Shortly after the shooting, the Beijing Garrison Command (BGC) was ordered by the Central Military Commission to conduct a thorough review of the incident. The investigation was organized by the People's Liberation Army's General Staff Headquarters and the General Political Department and headed by Zhang Zhen, then vice chairman of the Central Military Commission.

Due to the investigation, the commander of the Beijing Military Region, Lieutenant General Li Laizhu, and its political commissar, Lieutenant General Gu Shanqing, were given serious warnings as a disciplinary sanction and serious demerits within the party. It also resulted in the dismissal and demeriting of BGC commander Major General Liu Fengjun and BGC political commissar Major General Yang Huichuan, who were then replaced by He Daoquan and Zhang Baokang. Additionally, the commander and political commissar of the Third Guards Division, as well as the commander of the 12th Regiment and all battalion commanders and instructors under his command, were dismissed while several military officials of the Political Department of the Beijing Military Region, and the Beijing Garrison Headquarters and Political Department were punished.
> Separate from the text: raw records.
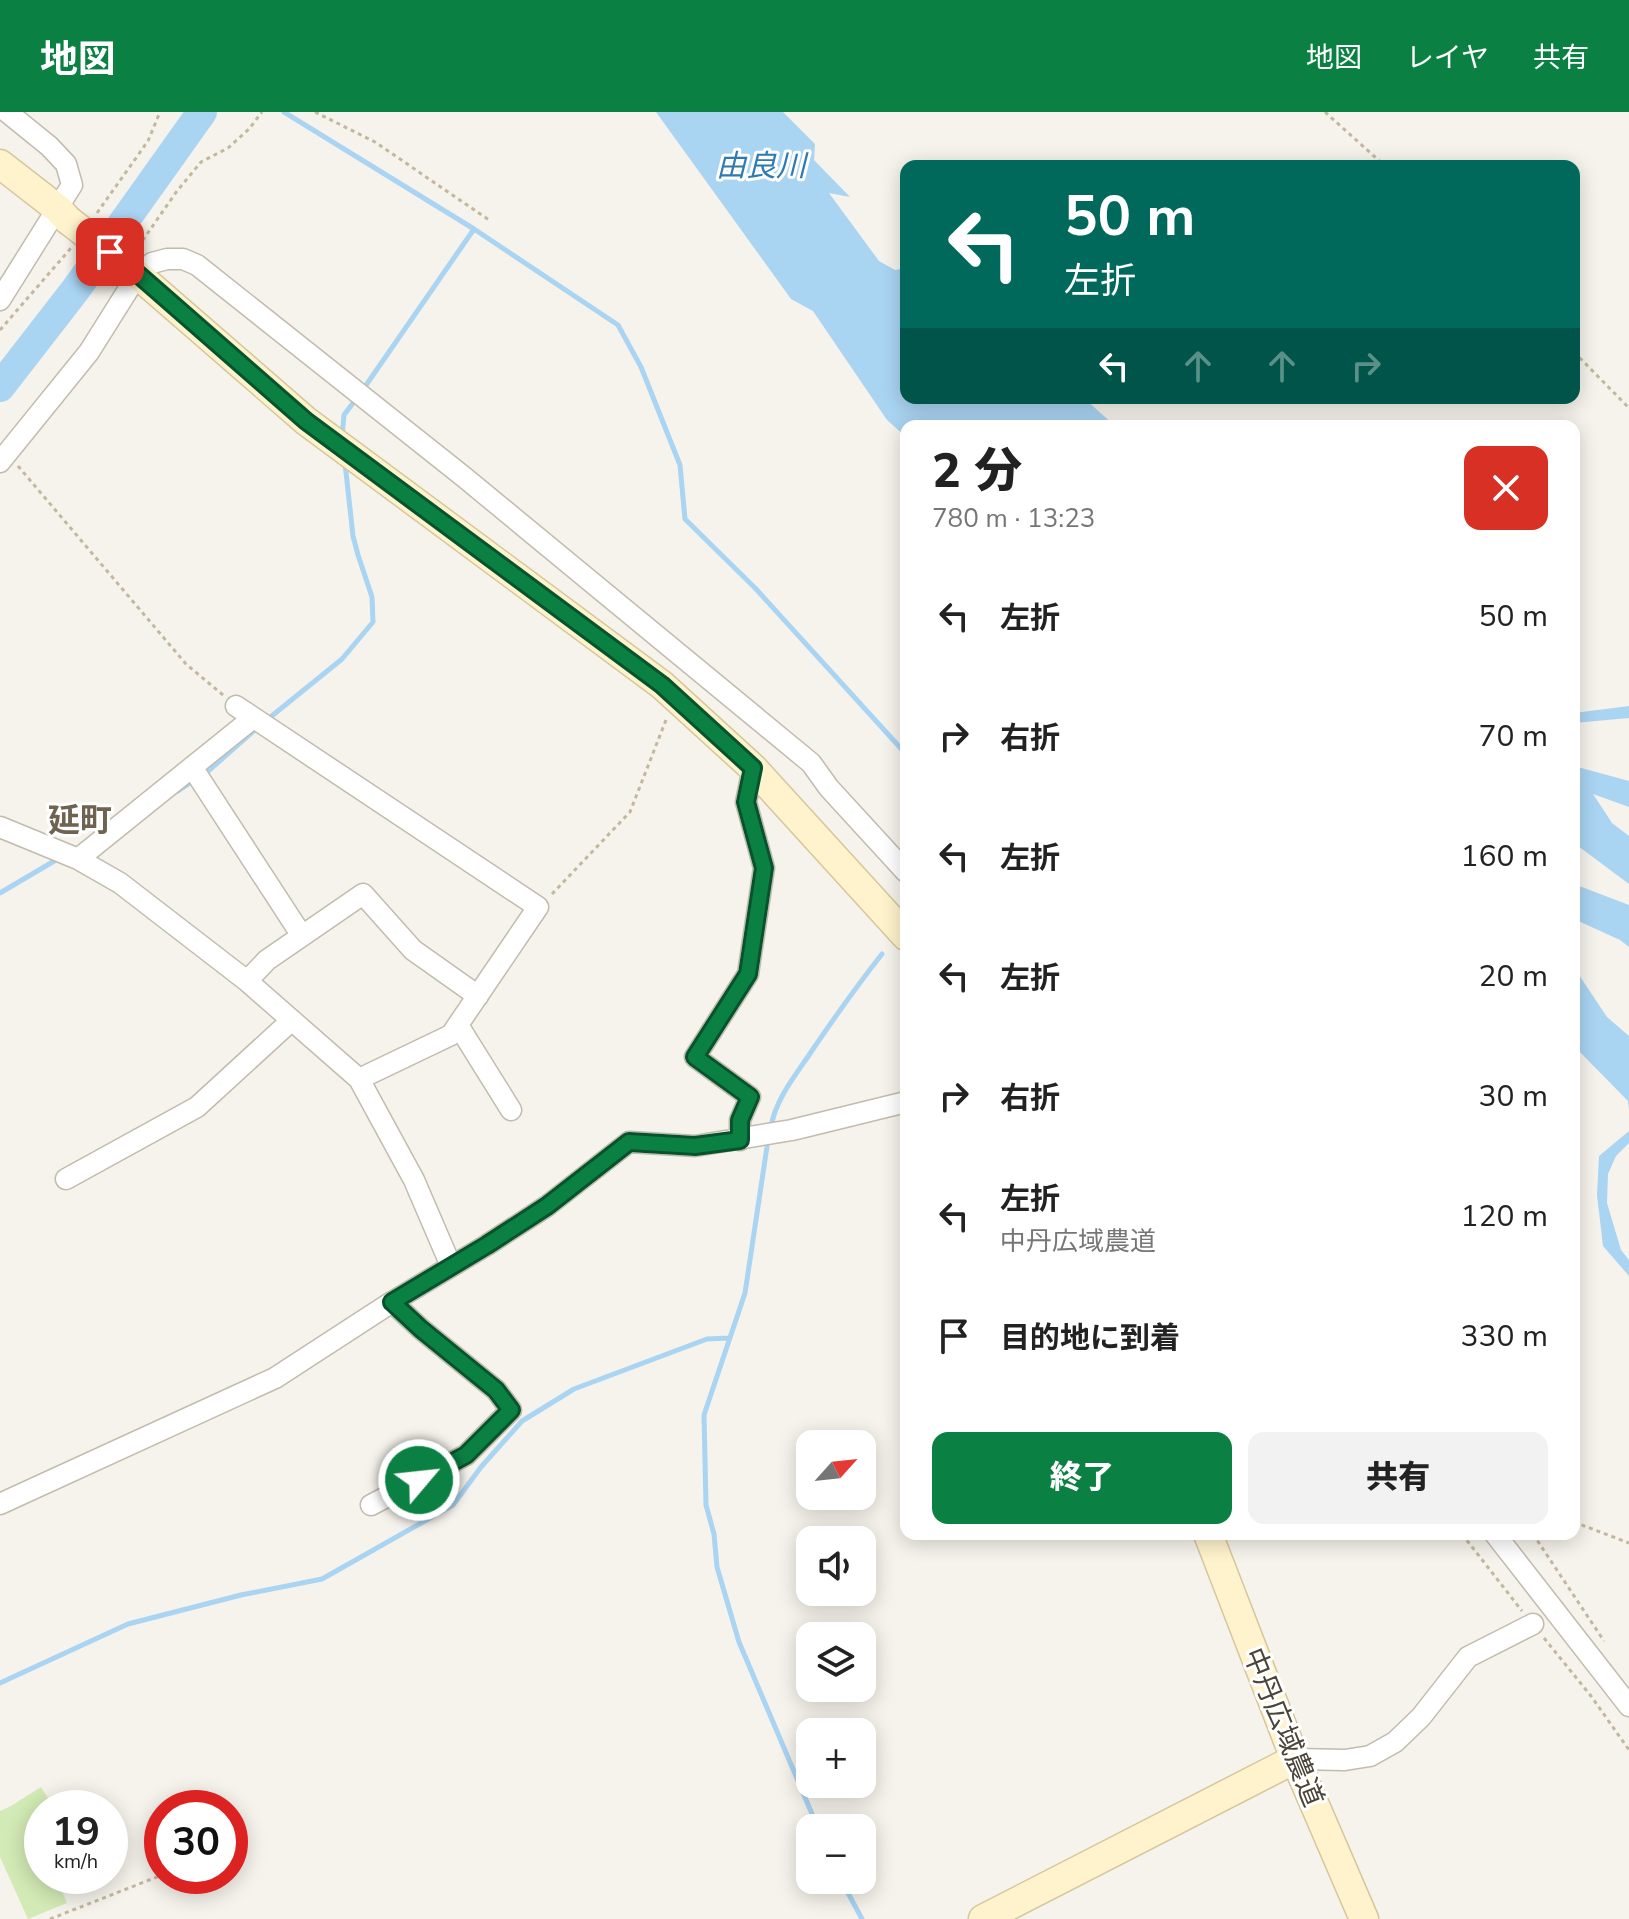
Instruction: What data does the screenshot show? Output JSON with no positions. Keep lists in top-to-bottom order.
{
  "streets": {
    "street": ["中丹広域農道"]
  },
  "districts": ["延町"],
  "water": ["由良川"],
  "north": "top right",
  "page": {
    "header": "地図",
    "nav": ["地図", "レイヤ", "共有"],
    "turn": ["50 m", "左折"],
    "heading": ["2 分", "780 m · 13:23"],
    "list": [
      {
        "name": "左折",
        "value": "50 m"
      },
      {
        "name": "右折",
        "value": "70 m"
      },
      {
        "name": "左折",
        "value": "160 m"
      },
      {
        "name": "左折",
        "value": "20 m"
      },
      {
        "name": "右折",
        "value": "30 m"
      },
      {
        "name": "左折",
        "note": "中丹広域農道",
        "value": "120 m"
      },
      {
        "name": "目的地に到着",
        "value": "330 m"
      }
    ],
    "buttons": ["終了", "共有"],
    "map_buttons": ["+", "−"],
    "speed": "19 km/h",
    "limit": "30"
  }
}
In total, about 60 military officials were punished, demerited, or dismissed as a consequence of the shooting.

Furthermore, the Third Guards Division of the Beijing Garrison was transferred from Beijing to a remote border post, and a general order was issued to the entire army by the Central Military Commission Headquarters to strictly carry out weaponry management system and to strengthen ideological work. Others were awarded for their handling of the shooting, among them an official who directed Tian's interception and the sharpshooter who killed the gunman.